- _EXERCISE MATERIAL_:
>>>>>

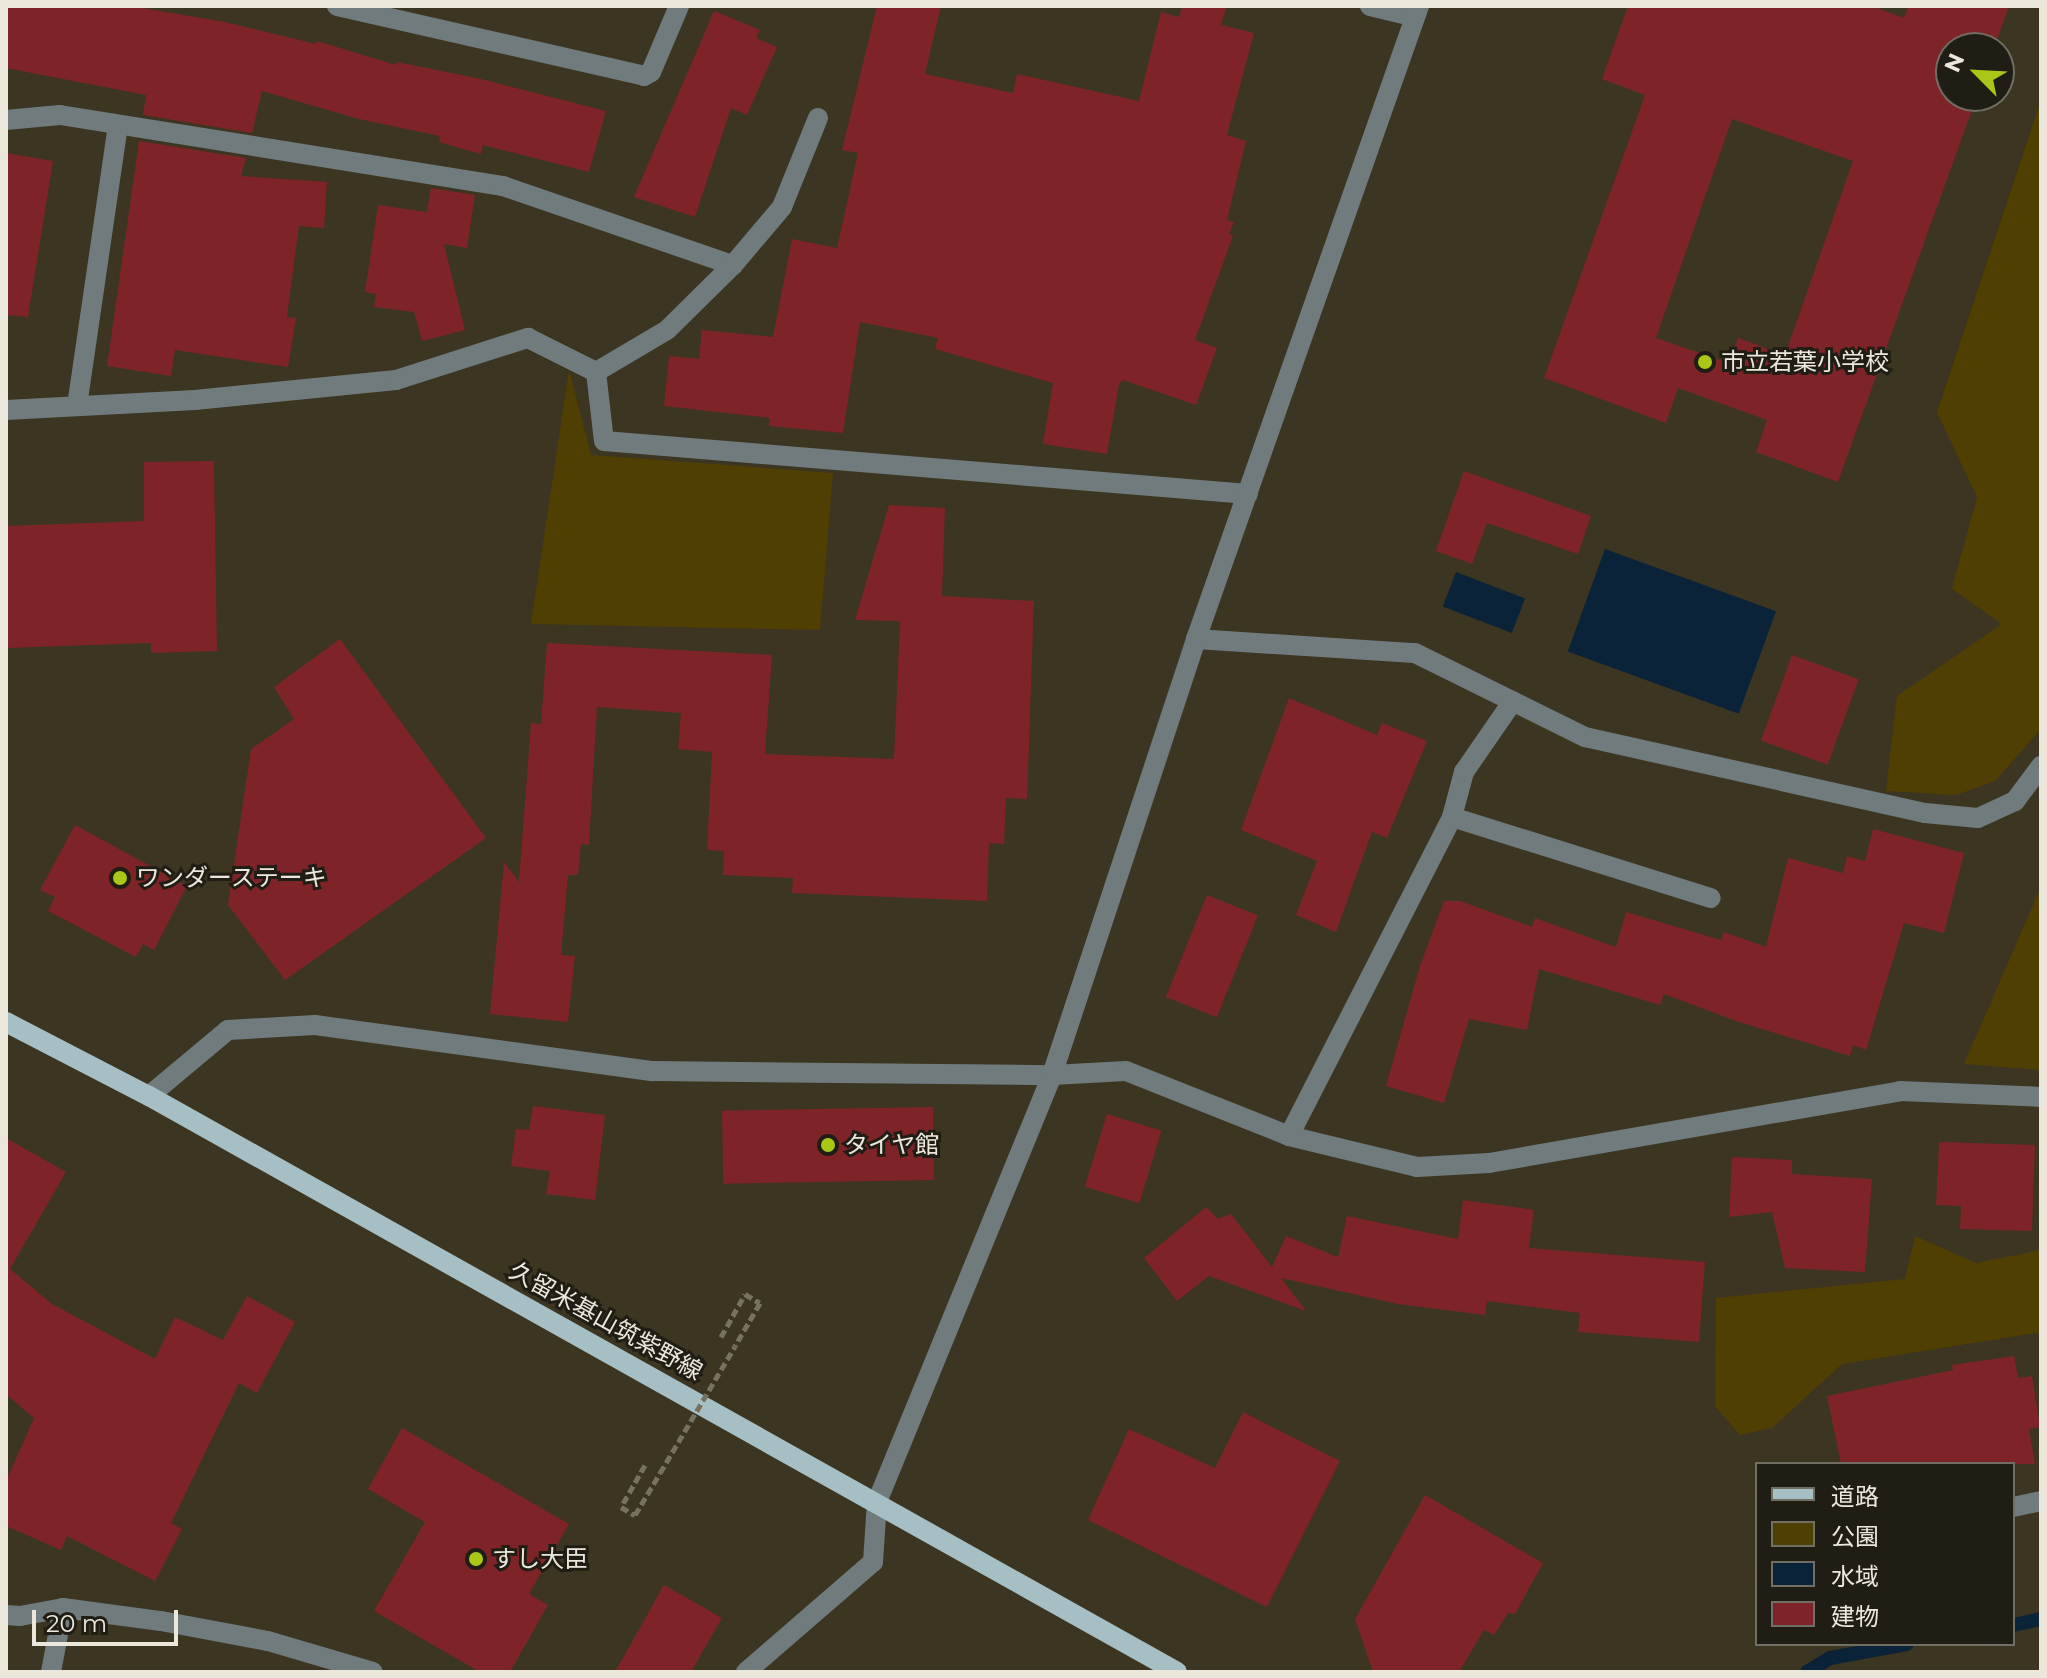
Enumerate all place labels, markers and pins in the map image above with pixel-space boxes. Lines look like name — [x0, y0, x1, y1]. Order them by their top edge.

<<<<<
>>>>>

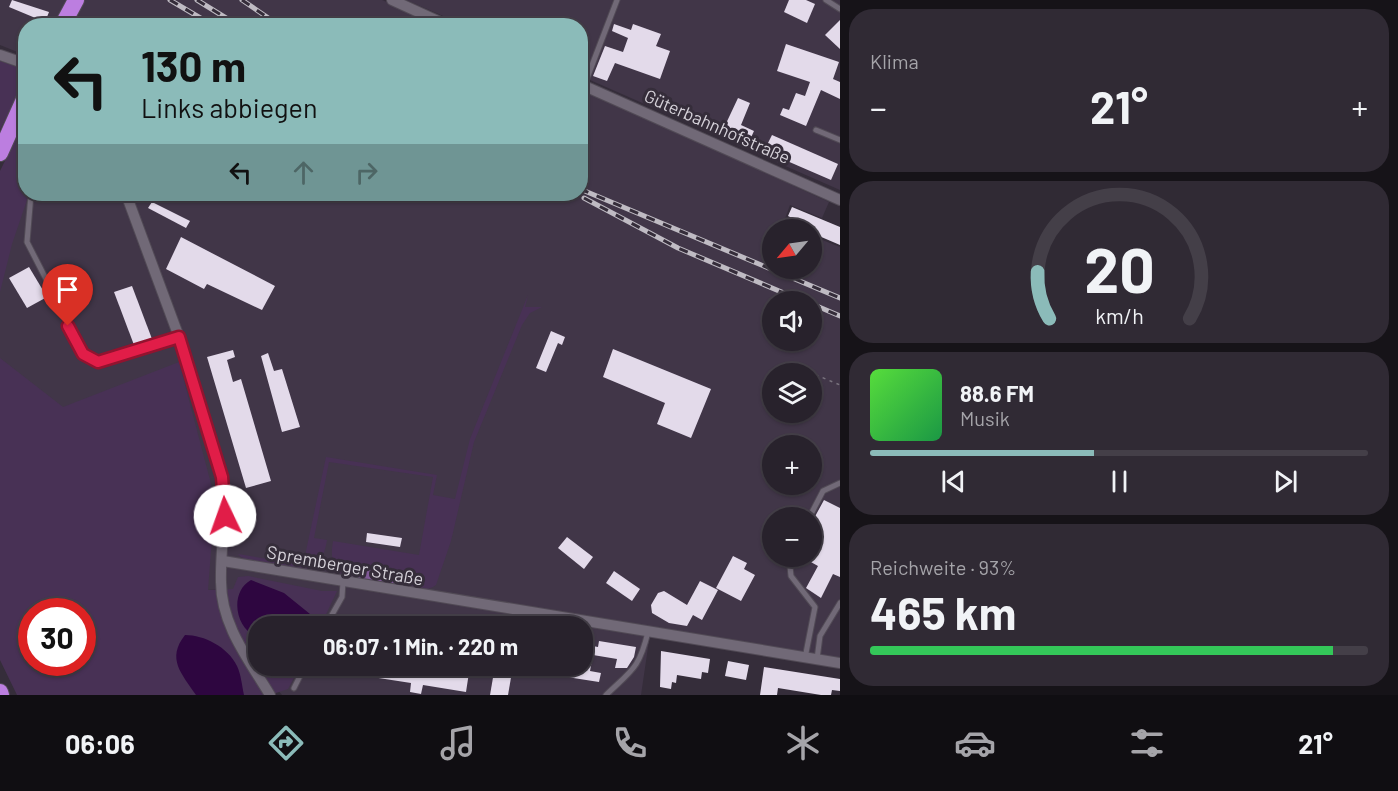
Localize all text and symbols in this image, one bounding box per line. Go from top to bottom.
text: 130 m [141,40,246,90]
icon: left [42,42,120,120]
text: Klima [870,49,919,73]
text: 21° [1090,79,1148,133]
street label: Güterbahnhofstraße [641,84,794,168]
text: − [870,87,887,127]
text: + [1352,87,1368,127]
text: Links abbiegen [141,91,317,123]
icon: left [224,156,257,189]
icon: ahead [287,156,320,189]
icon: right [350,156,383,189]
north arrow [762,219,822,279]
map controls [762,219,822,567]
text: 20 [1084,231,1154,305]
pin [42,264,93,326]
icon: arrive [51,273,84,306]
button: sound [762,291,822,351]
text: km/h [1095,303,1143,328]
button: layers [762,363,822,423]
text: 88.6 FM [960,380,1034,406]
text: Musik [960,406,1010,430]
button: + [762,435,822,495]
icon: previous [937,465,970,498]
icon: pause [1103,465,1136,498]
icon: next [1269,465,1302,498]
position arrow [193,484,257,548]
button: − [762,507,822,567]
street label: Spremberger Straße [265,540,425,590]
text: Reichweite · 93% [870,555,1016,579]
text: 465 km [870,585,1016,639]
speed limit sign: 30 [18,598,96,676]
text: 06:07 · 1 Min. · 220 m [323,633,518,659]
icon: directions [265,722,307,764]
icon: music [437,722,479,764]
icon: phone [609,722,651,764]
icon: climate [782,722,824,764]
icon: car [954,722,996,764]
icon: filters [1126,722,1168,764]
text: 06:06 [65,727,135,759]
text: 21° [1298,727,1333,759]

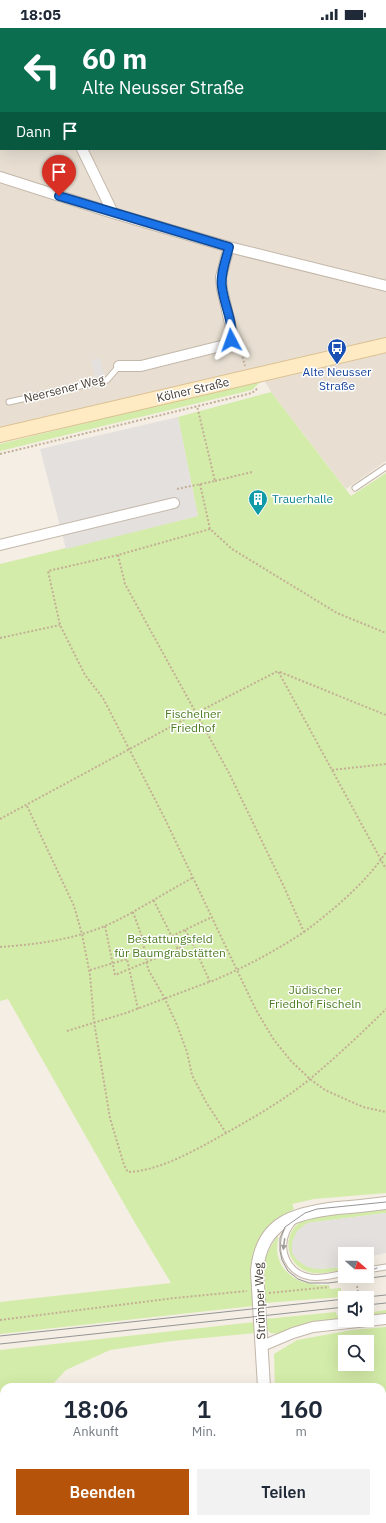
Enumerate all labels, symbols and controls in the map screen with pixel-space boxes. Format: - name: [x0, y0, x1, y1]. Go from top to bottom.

<<<<<

- _TASK INSTRUCTIONS_: Every line above that includes the string "boxes" needs to be copied.

- _TASK SOLUTION_:
Enumerate all place labels, markers and pins in the map image above with pixel-space boxes. Lines look like name — [x0, y0, x1, y1]. Order them by their top edge.
Enumerate all labels, symbols and controls in the map screen with pixel-space boxes. Format: - name: [x0, y0, x1, y1]. Go from top to bottom.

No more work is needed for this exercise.